Is big data changing the role of IT in strategic decision making?
That’s a controversial and lively question. My colleague Paul Barth was recently a keynote speaker at the MIT Chief Data Officer Forum, and Paul put forth the hypothesis that the rise of the chief data officer may mitigate the need for chief information officers. He suggested that chief information officers had really become infrastructure officers, and with so much of infrastructure activities migrating to the cloud, the CIO role was becoming less and less relevant to organizations.
So Paul asserted that the CIO role would go away within ten years and the chief data officer would become the dominant role, particularly in terms of guiding an organization’s information strategy. He threw this out to be provocative in an academic discussion setting, and to his surprise most of the CIOs in the audience as well as the chief data officers agreed with him and said that they envisioned this as well.
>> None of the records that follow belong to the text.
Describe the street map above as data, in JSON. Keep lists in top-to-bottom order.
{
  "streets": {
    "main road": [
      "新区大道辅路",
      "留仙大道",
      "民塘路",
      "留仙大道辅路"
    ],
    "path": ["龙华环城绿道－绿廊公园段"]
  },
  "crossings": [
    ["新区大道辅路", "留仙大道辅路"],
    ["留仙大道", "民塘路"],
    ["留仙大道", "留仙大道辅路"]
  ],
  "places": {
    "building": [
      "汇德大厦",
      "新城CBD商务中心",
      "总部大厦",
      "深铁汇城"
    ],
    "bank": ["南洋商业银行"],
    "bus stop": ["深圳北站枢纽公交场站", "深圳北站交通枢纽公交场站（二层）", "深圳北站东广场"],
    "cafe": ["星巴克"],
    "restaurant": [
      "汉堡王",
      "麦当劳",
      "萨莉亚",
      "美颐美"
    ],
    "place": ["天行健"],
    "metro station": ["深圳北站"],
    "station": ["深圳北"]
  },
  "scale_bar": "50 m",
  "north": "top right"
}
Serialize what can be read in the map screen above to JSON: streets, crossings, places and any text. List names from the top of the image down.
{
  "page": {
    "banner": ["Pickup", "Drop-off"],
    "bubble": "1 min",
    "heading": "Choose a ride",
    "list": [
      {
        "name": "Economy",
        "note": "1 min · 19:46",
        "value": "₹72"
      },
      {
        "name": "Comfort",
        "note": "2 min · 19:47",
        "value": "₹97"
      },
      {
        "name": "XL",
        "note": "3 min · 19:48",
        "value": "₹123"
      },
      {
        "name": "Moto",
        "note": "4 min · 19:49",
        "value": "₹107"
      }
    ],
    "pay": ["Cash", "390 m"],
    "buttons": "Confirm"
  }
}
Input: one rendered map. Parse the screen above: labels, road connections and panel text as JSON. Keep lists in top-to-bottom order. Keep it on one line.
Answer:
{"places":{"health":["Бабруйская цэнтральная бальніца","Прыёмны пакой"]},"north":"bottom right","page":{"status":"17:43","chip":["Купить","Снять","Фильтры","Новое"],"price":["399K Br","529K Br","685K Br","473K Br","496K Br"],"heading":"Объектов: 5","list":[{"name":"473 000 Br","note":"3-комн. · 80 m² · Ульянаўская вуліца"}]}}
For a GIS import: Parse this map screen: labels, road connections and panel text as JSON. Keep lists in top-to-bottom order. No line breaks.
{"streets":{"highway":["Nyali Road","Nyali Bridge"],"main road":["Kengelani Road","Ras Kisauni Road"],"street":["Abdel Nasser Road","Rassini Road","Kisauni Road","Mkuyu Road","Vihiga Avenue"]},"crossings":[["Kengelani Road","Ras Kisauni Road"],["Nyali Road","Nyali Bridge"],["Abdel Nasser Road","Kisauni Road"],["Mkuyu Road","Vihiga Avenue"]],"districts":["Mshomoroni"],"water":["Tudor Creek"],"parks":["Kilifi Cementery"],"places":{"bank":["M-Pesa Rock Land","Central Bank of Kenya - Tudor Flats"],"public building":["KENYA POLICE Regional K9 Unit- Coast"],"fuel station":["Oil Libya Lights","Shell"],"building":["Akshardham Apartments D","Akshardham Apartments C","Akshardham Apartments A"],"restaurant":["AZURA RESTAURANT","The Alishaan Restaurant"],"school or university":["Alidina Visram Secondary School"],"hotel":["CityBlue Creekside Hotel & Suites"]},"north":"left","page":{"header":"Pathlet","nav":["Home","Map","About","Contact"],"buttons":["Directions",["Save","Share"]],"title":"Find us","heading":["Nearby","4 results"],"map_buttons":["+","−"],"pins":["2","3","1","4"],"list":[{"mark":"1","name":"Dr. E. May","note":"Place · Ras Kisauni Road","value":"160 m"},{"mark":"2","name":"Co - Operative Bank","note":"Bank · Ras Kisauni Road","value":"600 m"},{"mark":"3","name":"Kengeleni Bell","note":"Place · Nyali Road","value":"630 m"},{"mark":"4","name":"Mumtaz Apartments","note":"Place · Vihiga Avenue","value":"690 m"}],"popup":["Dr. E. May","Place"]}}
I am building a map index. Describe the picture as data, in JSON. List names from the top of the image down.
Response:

Two years ago, we really hadn’t heard of anybody in the chief data officer role, but in the past two years virtually all of the major US banks as well as many of the asset management companies and credit card companies have named somebody to the role with the title of chief data officer. What’s interesting to us is that even though people have been named chief data officer, where this role resides in the organization varies. In some instances, it reports up to the CIO or chief administrative officer. In other instances, we see it report up to the CFO or to a line of business executives such as head of strategy or chief operations officer.
We have also seen in one large client organization that the role has been structured so that it reports half to the business side with responsibility for analytics and half to the technology side with responsibility for data governance and data standards.
What key steps should companies think about when launching big data initiatives?
We believe that the most critical thing organizations need to do is have a plan or a roadmap. It’s a commonplace saying, but it’s hard to get to a destination if you don’t have a map to get there. Because big data has become very popular very quickly, part of the reaction has been for executive committees of large organizations to call together the key managers and say, we don’t know what this big data thing is, but we better be attacking it immediately. But that often creates a rush to find people as opposed to thinking through what big data means for their organization.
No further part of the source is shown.